In the wake of a failed trial for its key drug MC-1, Medicure Inc. said it will cut approximately 50 employees and full-time consultants over the next month, as part of a restructuring plan. The company also said that further reductions may occur over the next several months.

These changes follow the company's announcement that it does not plan on submitting an application for MC-1 marketing approval to the US Food and Drug Administration for the CABG indication at this time. This decision was based on an analysis of the data from its pivotal phase III MEND-CABG II clinical trial that showed that it did not meet the primary endpoint. The trial was designed to evaluate the effect of Medicure's lead product MC-1, versus placebo, on the incidence of cardiovascular death or nonfatal myocardial infarction up to and including 30 days following coronary artery bypass graft (CABG) surgery.

As a result of the recently announced restructuring, the company now expects the cash position will be sufficient to fund operations into the first quarter of fiscal 2009. Medicure is currently exploring alternatives for strengthening its financial position and will provide additional guidance as appropriate.

The company's near term focus will be on its commercial asset Aggrastat and the development of MC-1 for chronic cardiovascular and metabolic disease.

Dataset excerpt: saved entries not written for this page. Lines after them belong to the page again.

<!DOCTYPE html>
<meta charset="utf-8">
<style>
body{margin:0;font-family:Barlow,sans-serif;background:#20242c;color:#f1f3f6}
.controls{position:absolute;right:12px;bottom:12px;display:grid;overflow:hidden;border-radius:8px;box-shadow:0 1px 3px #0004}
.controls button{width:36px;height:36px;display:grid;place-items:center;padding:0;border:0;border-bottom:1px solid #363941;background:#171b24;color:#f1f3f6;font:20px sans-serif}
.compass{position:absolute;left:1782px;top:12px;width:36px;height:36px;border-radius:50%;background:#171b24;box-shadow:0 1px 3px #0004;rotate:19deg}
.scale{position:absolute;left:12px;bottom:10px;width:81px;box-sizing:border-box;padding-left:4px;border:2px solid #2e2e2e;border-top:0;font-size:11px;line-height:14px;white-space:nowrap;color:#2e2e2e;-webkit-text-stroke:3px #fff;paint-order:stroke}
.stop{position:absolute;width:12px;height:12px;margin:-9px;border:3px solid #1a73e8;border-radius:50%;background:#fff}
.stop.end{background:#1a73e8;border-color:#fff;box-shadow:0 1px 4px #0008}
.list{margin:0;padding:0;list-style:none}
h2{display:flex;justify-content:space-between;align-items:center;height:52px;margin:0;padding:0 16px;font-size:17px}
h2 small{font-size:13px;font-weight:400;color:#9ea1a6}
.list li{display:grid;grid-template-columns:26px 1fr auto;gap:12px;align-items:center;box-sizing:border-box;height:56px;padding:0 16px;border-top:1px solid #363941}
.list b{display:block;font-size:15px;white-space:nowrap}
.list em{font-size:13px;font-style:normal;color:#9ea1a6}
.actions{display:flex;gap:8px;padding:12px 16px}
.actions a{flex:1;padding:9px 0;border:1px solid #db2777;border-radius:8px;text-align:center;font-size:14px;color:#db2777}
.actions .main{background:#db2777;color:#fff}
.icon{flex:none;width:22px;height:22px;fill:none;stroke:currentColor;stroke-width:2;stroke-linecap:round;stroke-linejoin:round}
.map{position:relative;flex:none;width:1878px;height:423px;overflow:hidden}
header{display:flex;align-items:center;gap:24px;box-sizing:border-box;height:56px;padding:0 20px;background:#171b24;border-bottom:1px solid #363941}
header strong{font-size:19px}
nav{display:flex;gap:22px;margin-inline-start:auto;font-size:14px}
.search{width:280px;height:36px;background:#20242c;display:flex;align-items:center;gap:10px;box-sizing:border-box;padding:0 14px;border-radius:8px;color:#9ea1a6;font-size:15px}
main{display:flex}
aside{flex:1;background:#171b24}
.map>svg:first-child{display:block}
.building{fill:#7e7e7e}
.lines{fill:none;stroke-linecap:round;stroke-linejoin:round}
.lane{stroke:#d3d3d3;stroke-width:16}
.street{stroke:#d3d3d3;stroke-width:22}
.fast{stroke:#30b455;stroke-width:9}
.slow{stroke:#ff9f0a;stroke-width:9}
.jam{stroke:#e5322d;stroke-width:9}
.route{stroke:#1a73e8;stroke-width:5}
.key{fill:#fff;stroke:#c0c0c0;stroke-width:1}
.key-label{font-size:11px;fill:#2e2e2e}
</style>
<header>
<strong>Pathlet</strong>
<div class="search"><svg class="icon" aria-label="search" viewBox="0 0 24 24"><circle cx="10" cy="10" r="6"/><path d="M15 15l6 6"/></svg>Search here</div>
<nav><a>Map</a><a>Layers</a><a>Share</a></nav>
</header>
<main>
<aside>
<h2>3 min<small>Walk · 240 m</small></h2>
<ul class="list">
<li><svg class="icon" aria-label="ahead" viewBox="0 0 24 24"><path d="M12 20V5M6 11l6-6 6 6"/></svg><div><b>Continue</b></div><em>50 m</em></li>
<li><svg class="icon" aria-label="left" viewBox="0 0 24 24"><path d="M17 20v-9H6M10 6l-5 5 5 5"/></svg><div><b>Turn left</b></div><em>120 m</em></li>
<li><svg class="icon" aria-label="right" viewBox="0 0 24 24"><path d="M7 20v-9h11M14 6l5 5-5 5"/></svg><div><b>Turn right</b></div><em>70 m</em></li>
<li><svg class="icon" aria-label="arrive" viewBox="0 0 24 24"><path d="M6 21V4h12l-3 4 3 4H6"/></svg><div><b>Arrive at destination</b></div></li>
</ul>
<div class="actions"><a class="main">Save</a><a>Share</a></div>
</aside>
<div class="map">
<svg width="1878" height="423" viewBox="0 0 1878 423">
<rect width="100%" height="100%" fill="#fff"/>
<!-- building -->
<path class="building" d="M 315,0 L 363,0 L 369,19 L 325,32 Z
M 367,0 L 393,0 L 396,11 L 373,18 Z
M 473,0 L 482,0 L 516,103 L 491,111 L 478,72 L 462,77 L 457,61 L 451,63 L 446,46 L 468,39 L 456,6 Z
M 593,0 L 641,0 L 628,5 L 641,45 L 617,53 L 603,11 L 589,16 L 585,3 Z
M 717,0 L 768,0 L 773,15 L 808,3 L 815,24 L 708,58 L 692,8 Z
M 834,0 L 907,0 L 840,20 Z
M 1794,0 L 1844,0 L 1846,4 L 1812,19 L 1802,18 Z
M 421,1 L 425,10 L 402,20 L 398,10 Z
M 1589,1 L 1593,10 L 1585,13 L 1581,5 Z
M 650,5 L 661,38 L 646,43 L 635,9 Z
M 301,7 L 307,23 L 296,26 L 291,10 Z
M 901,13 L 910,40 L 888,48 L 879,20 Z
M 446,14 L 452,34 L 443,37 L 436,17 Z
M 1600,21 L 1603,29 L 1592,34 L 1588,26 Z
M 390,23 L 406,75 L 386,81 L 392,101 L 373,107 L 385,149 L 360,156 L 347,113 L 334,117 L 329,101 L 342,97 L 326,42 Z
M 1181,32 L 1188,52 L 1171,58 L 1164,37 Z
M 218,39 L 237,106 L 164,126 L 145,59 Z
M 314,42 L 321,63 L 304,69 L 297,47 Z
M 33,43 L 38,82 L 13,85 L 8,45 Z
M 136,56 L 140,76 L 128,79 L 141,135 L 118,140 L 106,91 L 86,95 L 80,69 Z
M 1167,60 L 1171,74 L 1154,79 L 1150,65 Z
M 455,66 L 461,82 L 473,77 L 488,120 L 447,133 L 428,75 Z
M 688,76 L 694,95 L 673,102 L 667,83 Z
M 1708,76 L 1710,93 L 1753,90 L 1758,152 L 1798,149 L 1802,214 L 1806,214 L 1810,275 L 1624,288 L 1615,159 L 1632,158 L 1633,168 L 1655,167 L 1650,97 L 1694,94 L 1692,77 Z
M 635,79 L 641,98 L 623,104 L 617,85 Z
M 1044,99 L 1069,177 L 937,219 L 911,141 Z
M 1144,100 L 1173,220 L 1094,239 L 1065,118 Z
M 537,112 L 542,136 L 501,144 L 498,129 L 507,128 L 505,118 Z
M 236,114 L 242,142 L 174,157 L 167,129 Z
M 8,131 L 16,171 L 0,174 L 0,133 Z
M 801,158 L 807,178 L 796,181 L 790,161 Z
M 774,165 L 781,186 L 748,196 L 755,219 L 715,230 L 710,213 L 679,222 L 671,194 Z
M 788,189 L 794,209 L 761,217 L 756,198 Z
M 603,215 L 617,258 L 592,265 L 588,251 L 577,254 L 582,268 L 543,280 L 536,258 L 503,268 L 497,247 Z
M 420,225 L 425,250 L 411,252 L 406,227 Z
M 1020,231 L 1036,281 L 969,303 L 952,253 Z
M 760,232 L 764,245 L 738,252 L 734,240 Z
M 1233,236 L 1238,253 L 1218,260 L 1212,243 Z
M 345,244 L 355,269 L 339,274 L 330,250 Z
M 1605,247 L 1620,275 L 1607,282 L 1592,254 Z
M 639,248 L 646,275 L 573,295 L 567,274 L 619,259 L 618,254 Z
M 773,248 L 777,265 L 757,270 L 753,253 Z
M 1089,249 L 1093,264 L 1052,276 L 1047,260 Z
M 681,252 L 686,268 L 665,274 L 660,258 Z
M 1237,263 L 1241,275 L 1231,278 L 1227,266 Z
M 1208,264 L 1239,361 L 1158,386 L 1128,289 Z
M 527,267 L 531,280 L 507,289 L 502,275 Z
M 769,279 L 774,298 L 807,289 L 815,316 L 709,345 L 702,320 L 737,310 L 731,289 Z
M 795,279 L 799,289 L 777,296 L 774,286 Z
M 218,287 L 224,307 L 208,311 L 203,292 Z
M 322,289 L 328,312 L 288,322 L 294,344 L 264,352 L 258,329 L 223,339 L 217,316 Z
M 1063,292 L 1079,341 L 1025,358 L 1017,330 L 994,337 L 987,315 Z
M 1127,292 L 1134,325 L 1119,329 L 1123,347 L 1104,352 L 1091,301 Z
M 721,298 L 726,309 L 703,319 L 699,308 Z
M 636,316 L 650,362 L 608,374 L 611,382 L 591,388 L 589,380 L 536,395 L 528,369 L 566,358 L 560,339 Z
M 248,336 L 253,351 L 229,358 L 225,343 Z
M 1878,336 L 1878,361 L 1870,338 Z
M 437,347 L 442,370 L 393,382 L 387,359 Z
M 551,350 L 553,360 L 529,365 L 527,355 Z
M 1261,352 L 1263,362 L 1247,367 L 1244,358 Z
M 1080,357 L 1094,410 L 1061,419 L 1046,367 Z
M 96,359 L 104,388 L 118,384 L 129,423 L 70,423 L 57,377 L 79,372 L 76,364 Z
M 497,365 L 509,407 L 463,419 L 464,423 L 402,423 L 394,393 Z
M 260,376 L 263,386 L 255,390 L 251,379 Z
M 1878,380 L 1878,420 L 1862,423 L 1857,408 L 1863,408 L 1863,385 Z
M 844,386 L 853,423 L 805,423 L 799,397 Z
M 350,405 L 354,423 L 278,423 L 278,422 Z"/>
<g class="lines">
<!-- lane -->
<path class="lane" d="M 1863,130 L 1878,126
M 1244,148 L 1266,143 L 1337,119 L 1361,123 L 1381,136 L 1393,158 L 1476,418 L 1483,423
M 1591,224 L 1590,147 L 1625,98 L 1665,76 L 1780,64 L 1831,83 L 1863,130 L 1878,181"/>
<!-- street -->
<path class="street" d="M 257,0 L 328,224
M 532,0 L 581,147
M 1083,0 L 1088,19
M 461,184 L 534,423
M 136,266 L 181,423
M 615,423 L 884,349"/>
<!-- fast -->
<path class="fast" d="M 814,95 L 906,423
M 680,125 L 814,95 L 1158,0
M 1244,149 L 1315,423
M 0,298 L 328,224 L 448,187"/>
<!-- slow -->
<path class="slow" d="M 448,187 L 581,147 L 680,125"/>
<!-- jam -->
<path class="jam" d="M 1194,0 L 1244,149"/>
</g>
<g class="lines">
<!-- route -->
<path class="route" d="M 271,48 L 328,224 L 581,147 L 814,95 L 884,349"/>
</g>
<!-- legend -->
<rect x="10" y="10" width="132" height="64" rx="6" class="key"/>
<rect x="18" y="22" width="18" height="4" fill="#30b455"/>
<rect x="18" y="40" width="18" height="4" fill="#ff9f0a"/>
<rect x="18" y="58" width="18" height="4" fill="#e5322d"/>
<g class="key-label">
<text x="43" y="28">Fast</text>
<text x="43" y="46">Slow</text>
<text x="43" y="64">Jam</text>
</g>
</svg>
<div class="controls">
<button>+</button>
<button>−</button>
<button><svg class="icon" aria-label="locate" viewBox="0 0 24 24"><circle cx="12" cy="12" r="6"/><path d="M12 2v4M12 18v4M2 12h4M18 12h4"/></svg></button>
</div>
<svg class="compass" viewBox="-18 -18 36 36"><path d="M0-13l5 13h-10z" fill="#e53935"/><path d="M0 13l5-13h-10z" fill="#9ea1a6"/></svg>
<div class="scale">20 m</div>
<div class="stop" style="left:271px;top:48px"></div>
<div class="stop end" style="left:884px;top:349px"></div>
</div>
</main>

"We would like to thank our employees for their dedication and hard work. We have made a very difficult decision to downsize the organization in order to minimize our burn rate, extend our working capital and focus on Aggrastat and other possible applications of MC-1," said Albert Friesen, president and CEO, Medicure.
The company also announced the retirement of Mr. Jan-Ake Westin as Medicure's vice president, Clinical Development.

"We would also like to thank Jan-Ake for his leadership and efforts in managing the company's clinical programme." said Dr. Friesen.